*DATA RECORDS*
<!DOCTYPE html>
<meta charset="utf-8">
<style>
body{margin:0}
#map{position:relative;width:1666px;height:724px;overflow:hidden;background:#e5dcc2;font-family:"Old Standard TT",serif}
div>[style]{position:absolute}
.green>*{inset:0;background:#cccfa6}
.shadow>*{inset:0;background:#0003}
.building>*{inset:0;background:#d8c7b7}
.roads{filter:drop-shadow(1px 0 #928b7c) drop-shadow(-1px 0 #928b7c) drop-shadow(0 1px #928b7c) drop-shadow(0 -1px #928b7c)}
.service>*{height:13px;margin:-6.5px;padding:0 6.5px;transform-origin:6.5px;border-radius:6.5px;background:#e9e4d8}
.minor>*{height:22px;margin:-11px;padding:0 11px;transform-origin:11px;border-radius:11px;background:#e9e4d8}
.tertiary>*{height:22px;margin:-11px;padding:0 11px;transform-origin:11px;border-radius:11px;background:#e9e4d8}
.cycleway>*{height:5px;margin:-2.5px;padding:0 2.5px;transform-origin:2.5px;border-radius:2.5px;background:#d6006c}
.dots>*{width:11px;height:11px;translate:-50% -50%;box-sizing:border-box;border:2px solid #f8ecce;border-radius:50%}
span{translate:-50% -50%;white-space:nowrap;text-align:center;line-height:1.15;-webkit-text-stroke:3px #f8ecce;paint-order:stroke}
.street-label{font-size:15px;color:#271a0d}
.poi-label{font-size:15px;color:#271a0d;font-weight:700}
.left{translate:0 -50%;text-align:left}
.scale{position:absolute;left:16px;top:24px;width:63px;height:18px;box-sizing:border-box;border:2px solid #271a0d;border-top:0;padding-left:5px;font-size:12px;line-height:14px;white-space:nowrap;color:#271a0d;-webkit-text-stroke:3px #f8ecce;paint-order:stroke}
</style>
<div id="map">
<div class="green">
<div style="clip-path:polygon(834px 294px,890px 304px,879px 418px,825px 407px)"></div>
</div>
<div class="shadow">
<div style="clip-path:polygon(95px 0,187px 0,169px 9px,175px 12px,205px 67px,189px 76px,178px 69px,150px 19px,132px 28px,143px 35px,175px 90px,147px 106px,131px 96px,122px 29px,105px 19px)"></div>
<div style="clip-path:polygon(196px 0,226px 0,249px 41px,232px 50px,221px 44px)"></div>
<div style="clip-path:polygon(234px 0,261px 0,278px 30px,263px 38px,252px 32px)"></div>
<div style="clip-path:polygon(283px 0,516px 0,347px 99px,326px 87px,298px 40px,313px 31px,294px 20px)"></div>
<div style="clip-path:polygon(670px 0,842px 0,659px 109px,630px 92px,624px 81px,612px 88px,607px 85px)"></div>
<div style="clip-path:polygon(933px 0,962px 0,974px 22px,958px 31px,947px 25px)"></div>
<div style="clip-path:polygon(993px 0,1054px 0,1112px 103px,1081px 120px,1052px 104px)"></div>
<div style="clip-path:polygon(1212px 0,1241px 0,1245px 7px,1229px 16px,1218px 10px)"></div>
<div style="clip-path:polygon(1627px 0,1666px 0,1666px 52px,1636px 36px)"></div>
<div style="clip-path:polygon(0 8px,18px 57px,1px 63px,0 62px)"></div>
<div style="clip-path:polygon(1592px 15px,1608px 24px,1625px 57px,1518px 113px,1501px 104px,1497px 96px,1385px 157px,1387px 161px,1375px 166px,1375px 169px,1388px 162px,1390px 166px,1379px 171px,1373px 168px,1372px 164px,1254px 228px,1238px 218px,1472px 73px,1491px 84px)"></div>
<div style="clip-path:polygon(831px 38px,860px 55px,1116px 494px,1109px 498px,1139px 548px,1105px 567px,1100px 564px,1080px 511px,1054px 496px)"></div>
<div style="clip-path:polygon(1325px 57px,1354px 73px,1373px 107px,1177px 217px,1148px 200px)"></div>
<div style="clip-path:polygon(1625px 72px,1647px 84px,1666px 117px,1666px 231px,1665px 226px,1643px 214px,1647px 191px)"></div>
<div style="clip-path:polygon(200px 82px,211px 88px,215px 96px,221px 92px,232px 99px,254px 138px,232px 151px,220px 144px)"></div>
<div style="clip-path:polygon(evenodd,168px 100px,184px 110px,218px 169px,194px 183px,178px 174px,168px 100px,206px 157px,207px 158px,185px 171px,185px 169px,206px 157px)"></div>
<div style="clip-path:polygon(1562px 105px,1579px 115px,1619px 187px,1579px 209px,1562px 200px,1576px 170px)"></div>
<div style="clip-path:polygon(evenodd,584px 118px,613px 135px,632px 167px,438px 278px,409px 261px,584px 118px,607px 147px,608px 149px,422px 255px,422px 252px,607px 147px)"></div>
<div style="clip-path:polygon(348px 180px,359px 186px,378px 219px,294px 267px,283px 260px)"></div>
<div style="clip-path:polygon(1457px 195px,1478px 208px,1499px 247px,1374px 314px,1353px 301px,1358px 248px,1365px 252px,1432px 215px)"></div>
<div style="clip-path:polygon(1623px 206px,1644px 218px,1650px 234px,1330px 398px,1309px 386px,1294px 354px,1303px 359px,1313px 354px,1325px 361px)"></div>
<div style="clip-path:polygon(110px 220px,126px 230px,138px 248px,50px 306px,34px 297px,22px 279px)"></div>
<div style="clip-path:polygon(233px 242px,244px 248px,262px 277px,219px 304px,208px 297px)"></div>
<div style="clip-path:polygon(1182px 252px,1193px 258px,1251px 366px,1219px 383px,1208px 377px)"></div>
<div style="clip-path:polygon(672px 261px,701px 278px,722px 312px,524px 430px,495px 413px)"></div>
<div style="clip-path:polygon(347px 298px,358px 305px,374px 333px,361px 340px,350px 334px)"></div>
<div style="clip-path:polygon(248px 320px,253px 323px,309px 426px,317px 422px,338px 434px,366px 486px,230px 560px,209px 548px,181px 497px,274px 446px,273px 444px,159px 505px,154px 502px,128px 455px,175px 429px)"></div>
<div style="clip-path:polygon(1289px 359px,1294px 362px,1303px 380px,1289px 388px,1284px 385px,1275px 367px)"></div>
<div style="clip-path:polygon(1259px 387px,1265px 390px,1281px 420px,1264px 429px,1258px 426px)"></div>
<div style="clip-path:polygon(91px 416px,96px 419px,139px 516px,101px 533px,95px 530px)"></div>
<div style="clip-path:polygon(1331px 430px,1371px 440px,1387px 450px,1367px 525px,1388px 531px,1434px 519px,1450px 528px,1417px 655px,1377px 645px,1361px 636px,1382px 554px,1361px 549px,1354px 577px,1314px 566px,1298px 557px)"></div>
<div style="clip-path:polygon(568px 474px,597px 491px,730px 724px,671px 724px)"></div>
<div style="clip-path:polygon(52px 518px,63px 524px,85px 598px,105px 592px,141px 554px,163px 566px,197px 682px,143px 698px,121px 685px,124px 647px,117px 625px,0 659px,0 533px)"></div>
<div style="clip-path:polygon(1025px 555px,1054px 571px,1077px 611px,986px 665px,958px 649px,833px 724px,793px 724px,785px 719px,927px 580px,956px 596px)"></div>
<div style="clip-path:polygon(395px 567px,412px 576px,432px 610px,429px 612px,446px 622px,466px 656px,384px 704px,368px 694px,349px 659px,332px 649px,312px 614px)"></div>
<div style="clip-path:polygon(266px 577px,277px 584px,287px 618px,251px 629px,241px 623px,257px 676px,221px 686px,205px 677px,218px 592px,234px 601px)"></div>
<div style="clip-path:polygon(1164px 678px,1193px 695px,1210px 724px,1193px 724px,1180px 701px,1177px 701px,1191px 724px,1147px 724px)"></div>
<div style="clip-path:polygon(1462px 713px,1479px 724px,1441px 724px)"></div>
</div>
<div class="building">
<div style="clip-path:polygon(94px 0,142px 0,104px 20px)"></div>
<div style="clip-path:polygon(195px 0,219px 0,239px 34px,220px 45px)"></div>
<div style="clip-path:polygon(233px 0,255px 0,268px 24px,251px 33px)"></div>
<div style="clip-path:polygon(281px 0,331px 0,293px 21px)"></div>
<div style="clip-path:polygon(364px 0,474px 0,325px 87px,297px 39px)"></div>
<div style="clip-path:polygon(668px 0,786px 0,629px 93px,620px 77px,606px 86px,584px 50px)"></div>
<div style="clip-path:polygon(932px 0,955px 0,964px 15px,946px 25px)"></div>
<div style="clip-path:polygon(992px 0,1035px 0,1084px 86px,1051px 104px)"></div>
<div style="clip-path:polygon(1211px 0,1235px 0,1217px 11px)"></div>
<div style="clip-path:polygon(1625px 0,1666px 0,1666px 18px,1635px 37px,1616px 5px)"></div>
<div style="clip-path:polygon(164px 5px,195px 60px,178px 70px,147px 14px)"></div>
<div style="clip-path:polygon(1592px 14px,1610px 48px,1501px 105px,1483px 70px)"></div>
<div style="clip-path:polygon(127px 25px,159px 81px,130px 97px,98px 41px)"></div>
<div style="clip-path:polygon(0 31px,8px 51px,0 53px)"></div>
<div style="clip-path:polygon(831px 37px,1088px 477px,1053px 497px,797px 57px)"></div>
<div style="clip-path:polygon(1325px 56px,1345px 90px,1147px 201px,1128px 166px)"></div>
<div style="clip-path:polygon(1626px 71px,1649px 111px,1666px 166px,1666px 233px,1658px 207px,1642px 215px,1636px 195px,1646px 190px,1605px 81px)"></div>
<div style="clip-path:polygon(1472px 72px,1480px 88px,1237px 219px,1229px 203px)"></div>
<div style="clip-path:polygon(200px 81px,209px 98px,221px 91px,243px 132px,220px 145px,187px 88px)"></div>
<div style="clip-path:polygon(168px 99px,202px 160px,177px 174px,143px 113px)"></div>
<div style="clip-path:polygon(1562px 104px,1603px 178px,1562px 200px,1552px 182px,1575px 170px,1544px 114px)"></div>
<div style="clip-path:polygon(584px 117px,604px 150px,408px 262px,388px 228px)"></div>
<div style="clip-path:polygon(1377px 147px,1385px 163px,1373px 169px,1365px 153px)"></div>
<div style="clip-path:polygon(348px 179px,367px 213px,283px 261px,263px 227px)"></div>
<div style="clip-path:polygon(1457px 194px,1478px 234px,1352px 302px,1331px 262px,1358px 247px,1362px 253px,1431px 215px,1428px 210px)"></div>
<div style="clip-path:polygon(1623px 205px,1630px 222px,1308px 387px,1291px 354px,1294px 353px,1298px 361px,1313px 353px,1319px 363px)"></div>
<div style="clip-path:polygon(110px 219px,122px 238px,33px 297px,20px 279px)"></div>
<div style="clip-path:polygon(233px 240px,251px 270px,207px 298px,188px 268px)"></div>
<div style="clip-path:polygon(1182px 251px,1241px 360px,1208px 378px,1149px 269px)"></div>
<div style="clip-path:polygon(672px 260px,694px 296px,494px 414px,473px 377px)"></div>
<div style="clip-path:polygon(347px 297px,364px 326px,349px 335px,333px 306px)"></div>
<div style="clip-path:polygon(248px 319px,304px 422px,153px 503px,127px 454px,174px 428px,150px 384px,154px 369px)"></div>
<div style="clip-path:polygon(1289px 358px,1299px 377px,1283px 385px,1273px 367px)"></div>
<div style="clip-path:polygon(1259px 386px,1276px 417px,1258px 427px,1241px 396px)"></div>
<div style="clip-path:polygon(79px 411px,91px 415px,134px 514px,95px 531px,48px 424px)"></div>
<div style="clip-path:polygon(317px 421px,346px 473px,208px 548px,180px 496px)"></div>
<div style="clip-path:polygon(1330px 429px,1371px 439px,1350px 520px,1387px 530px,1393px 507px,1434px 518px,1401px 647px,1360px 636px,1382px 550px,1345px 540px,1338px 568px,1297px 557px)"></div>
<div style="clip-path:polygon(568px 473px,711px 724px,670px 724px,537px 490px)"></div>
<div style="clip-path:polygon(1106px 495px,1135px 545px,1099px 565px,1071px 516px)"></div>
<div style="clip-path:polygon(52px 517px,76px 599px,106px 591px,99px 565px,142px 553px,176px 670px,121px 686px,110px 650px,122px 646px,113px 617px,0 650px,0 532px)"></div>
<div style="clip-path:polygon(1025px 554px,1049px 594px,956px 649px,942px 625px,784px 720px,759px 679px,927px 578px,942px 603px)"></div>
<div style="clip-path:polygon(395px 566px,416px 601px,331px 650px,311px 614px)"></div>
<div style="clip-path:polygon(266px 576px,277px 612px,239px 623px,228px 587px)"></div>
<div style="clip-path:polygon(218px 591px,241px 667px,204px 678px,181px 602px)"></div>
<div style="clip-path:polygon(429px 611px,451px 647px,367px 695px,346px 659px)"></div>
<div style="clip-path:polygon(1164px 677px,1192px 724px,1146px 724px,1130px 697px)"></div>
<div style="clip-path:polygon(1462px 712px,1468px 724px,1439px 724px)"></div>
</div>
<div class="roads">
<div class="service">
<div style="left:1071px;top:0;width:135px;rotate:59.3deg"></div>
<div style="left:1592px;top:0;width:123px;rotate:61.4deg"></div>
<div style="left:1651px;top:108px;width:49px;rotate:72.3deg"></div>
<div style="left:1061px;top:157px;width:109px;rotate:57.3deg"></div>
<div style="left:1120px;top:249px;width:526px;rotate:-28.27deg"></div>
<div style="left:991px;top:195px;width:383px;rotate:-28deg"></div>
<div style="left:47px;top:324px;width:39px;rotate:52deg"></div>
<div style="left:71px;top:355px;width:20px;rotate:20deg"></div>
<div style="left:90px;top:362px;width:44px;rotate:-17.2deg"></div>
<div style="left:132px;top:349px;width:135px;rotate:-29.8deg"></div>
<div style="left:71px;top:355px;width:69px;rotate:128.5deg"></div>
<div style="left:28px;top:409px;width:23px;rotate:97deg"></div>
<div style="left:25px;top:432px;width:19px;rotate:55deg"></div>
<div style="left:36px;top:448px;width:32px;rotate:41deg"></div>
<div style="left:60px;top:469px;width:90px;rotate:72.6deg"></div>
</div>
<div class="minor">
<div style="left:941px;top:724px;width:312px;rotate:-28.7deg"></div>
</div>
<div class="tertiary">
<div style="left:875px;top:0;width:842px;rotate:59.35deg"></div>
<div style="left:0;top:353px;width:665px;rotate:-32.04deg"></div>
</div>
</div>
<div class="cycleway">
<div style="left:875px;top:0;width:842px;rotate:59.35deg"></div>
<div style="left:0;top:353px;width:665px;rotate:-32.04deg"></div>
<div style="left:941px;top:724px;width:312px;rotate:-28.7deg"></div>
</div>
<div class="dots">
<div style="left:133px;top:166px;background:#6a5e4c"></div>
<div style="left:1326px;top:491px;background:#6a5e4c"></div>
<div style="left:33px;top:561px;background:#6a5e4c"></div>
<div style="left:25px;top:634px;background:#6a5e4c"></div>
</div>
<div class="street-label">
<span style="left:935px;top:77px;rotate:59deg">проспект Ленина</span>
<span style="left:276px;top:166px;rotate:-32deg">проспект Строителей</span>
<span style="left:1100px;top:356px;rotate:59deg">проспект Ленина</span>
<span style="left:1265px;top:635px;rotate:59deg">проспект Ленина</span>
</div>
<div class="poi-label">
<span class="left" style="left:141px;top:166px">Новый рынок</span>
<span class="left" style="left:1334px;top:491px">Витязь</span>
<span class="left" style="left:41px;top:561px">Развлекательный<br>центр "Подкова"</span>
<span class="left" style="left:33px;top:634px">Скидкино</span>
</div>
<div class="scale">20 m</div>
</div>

*YOUR INSTRUCTIONS*
What you write must be the entries restated word for word, from the opening line through the one holding "0 #928b7c) drop-shadow(-1px", with nothing else.

*COMPLETED EXERCISE*
<!DOCTYPE html>
<meta charset="utf-8">
<style>
body{margin:0}
#map{position:relative;width:1666px;height:724px;overflow:hidden;background:#e5dcc2;font-family:"Old Standard TT",serif}
div>[style]{position:absolute}
.green>*{inset:0;background:#cccfa6}
.shadow>*{inset:0;background:#0003}
.building>*{inset:0;background:#d8c7b7}
.roads{filter:drop-shadow(1px 0 #928b7c) drop-shadow(-1px 0 #928b7c) drop-shadow(0 1px #928b7c) drop-shadow(0 -1px #928b7c)}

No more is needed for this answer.